#### [Records shown]
··········

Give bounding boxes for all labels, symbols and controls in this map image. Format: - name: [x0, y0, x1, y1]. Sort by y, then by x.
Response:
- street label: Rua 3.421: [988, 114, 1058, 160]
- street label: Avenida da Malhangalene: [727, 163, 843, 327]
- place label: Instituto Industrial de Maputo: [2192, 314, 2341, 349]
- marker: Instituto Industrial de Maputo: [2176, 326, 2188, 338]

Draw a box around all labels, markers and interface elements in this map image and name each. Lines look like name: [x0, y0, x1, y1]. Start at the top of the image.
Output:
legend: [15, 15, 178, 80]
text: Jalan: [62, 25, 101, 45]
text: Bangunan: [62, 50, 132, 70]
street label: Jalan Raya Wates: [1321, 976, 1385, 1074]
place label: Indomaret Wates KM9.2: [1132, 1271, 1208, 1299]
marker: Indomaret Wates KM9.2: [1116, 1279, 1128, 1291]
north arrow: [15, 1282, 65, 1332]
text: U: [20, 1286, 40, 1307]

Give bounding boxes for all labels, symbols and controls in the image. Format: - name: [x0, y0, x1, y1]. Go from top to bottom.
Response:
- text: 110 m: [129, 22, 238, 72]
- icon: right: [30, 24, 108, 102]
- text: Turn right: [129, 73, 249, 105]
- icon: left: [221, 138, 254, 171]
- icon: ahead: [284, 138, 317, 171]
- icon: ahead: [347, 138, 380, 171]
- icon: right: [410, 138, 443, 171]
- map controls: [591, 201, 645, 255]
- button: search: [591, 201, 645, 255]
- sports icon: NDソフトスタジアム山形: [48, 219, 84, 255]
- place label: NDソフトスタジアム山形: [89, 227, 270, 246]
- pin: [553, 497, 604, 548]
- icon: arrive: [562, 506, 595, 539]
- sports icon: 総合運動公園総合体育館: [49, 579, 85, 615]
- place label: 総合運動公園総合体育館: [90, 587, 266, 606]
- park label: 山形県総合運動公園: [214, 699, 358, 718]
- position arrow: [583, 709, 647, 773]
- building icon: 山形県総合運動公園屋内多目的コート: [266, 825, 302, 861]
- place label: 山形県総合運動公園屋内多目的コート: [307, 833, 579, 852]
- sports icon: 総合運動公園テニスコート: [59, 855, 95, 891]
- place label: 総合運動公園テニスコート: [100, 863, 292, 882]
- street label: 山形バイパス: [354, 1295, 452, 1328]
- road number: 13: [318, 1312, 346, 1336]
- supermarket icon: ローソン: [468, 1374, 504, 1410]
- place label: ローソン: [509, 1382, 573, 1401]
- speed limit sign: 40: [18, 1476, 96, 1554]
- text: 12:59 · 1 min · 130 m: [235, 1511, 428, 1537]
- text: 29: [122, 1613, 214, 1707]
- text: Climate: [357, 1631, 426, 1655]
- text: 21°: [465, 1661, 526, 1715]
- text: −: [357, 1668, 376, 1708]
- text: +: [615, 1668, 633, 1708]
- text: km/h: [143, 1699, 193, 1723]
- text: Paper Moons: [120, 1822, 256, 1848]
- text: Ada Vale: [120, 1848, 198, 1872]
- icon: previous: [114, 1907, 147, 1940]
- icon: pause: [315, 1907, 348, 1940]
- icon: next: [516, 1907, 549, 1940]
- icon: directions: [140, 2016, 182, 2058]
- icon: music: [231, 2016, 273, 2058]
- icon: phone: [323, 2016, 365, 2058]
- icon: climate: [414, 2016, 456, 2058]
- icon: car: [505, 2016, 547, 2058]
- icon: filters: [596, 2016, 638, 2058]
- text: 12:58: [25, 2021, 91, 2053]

··········

Quote all the records. Keep every word exact.

#### [Answer area]
Give bounding boxes for all labels, symbols and controls in this map image. Format: - name: [x0, y0, x1, y1]. Sort by y, then by x.
Response:
- street label: Rua 3.421: [988, 114, 1058, 160]
- street label: Avenida da Malhangalene: [727, 163, 843, 327]
- place label: Instituto Industrial de Maputo: [2192, 314, 2341, 349]
- marker: Instituto Industrial de Maputo: [2176, 326, 2188, 338]

Draw a box around all labels, markers and interface elements in this map image and name each. Lines look like name: [x0, y0, x1, y1]. Start at the top of the image.
Output:
legend: [15, 15, 178, 80]
text: Jalan: [62, 25, 101, 45]
text: Bangunan: [62, 50, 132, 70]
street label: Jalan Raya Wates: [1321, 976, 1385, 1074]
place label: Indomaret Wates KM9.2: [1132, 1271, 1208, 1299]
marker: Indomaret Wates KM9.2: [1116, 1279, 1128, 1291]
north arrow: [15, 1282, 65, 1332]
text: U: [20, 1286, 40, 1307]

Give bounding boxes for all labels, symbols and controls in the image. Format: - name: [x0, y0, x1, y1]. Go from top to bottom.
Response:
- text: 110 m: [129, 22, 238, 72]
- icon: right: [30, 24, 108, 102]
- text: Turn right: [129, 73, 249, 105]
- icon: left: [221, 138, 254, 171]
- icon: ahead: [284, 138, 317, 171]
- icon: ahead: [347, 138, 380, 171]
- icon: right: [410, 138, 443, 171]
- map controls: [591, 201, 645, 255]
- button: search: [591, 201, 645, 255]
- sports icon: NDソフトスタジアム山形: [48, 219, 84, 255]
- place label: NDソフトスタジアム山形: [89, 227, 270, 246]
- pin: [553, 497, 604, 548]
- icon: arrive: [562, 506, 595, 539]
- sports icon: 総合運動公園総合体育館: [49, 579, 85, 615]
- place label: 総合運動公園総合体育館: [90, 587, 266, 606]
- park label: 山形県総合運動公園: [214, 699, 358, 718]
- position arrow: [583, 709, 647, 773]
- building icon: 山形県総合運動公園屋内多目的コート: [266, 825, 302, 861]
- place label: 山形県総合運動公園屋内多目的コート: [307, 833, 579, 852]
- sports icon: 総合運動公園テニスコート: [59, 855, 95, 891]
- place label: 総合運動公園テニスコート: [100, 863, 292, 882]
- street label: 山形バイパス: [354, 1295, 452, 1328]
- road number: 13: [318, 1312, 346, 1336]
- supermarket icon: ローソン: [468, 1374, 504, 1410]
- place label: ローソン: [509, 1382, 573, 1401]
- speed limit sign: 40: [18, 1476, 96, 1554]
- text: 12:59 · 1 min · 130 m: [235, 1511, 428, 1537]
- text: 29: [122, 1613, 214, 1707]
- text: Climate: [357, 1631, 426, 1655]
- text: 21°: [465, 1661, 526, 1715]
- text: −: [357, 1668, 376, 1708]
- text: +: [615, 1668, 633, 1708]
- text: km/h: [143, 1699, 193, 1723]
- text: Paper Moons: [120, 1822, 256, 1848]
- text: Ada Vale: [120, 1848, 198, 1872]
- icon: previous: [114, 1907, 147, 1940]
- icon: pause: [315, 1907, 348, 1940]
- icon: next: [516, 1907, 549, 1940]
- icon: directions: [140, 2016, 182, 2058]
- icon: music: [231, 2016, 273, 2058]
- icon: phone: [323, 2016, 365, 2058]
- icon: climate: [414, 2016, 456, 2058]
- icon: car: [505, 2016, 547, 2058]
- icon: filters: [596, 2016, 638, 2058]
- text: 12:58: [25, 2021, 91, 2053]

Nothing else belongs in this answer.